Novel spectral indices and transfer learning model in estimat moisture status across winter wheat and summer maize

Abstract

Timely and accurate estimation of crop moisture status is important for understanding crop growth and development. It also provides guidance for irrigation strategies and precision management. The development of UAV remote sensing technology makes it possible to quickly and accurately estimate crop moisture status. This study focuses on evaluating the performance of multispectral (MS) and hyperspectral (HS) data from UAVs. It explores their potential for predicting the Fuel Moisture Content (FMC) of winter wheat and maize. Additionally, it examines the robustness of FMC prediction across different crop types. Spectral data were collected using UAV platforms equipped with MS and HS sensors. The data were gathered during the flowering and filling stages of winter wheat, and the tasseling and silking stages of summer maize.

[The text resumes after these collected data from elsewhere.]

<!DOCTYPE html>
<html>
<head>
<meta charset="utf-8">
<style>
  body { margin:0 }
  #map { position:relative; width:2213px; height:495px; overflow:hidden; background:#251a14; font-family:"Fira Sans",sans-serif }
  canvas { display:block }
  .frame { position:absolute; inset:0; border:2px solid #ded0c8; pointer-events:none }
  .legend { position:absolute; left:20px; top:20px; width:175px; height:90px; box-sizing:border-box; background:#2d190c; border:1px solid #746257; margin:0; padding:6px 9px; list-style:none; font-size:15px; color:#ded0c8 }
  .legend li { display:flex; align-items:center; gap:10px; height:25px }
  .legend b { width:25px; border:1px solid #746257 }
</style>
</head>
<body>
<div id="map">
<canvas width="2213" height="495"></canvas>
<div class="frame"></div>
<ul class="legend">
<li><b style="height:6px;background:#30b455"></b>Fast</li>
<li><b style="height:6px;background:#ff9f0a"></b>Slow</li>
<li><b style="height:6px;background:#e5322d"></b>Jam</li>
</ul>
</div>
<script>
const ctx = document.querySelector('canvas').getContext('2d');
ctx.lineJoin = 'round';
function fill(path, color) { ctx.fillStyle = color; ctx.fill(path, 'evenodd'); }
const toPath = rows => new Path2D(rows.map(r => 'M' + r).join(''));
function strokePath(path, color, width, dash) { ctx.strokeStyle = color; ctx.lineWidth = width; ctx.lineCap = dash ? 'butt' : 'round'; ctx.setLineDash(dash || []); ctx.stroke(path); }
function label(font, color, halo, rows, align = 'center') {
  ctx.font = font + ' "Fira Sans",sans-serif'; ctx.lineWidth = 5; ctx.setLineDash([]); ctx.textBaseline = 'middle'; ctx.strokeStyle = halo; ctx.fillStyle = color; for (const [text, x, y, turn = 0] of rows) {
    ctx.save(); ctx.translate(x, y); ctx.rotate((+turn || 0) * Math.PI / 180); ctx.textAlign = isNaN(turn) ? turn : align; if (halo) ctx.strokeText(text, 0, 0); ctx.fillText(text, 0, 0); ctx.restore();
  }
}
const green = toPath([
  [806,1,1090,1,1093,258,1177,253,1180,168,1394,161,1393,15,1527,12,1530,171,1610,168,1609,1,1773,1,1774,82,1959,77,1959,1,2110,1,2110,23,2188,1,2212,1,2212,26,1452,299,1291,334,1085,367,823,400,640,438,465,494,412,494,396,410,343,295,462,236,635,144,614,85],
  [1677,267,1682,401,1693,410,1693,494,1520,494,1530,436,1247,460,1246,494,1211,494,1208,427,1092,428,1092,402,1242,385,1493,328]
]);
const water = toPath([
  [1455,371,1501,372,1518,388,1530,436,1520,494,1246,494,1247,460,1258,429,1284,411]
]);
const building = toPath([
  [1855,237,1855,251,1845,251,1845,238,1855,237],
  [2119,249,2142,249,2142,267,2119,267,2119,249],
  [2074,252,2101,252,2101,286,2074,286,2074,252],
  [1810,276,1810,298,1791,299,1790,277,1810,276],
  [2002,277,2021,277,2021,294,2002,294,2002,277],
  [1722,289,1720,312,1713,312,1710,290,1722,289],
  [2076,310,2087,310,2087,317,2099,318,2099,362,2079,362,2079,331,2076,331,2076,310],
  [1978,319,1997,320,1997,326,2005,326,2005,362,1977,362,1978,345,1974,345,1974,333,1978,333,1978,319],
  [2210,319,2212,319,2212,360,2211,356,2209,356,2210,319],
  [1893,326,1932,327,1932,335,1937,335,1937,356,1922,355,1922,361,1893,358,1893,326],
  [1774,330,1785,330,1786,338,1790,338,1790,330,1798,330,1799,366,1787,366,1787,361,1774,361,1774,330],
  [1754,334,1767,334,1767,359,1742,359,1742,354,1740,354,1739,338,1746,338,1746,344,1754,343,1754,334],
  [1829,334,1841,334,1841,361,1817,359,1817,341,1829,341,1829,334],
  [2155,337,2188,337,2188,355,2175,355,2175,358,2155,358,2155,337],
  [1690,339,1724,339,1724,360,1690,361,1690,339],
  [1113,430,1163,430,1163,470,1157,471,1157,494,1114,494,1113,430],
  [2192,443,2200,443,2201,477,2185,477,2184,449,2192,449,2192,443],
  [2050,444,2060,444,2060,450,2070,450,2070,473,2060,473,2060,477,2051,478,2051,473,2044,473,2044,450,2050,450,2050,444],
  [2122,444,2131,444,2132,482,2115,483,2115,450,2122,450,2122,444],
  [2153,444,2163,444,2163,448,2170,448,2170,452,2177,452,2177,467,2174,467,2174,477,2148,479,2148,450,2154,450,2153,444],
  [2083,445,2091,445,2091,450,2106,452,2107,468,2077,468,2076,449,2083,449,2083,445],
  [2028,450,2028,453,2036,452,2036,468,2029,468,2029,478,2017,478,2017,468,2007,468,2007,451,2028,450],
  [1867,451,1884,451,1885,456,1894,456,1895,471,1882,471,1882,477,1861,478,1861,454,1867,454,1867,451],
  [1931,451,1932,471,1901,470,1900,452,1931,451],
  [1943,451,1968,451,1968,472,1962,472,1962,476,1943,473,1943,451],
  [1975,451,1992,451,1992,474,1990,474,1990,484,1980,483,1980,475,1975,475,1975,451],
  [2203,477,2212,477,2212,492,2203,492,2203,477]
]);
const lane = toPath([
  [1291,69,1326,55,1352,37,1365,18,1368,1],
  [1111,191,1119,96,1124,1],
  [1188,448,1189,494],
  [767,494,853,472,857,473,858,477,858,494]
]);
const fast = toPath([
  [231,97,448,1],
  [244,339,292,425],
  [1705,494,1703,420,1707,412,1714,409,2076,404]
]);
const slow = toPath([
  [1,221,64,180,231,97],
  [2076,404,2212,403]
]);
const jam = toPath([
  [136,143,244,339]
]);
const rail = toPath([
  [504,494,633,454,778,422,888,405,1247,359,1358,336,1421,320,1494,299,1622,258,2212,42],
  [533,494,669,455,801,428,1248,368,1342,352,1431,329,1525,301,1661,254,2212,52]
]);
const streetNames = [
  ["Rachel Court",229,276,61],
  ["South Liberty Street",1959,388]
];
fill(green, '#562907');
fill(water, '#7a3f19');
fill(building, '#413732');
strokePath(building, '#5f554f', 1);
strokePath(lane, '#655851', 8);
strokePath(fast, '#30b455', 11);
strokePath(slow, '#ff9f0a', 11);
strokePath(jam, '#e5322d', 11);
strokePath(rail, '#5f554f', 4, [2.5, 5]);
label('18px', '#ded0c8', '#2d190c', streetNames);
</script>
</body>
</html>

Eleven common MS indices were constructed. Additionally, nine novel HS indices were developed by analyzing 300 hyperspectral bands. FMC prediction models were built using four algorithms: Random Forest (RF), Gaussian Process (GP), Multilayer Perceptron (MLP), and Bidirectional Recurrent Neural Network (BRNN). For the transfer learning prediction, the summer maize dataset was used as a calibration set, and a certain amount of winter wheat data was added. The results showed that for the novel two-band hyperspectral indices, the FMC of both winter wheat and maize was most sensitive to bands in the red wavelength range. For the novel three-band indices, a wider range of bands showed a stronger relationship with FMC in both crops. New samples from the grain-filling stage of winter wheat MS and HS integrated datasets were added to the silking stage dataset of summer maize. The BRNN model achieved the best transfer performance when 16 winter wheat samples were added (R² = 0.638, RMSE = 0.033). These results suggest that the BRNN model, combined with transfer learning, can provide robust FMC predictions across different crop types. This approach supports the monitoring of crop water status.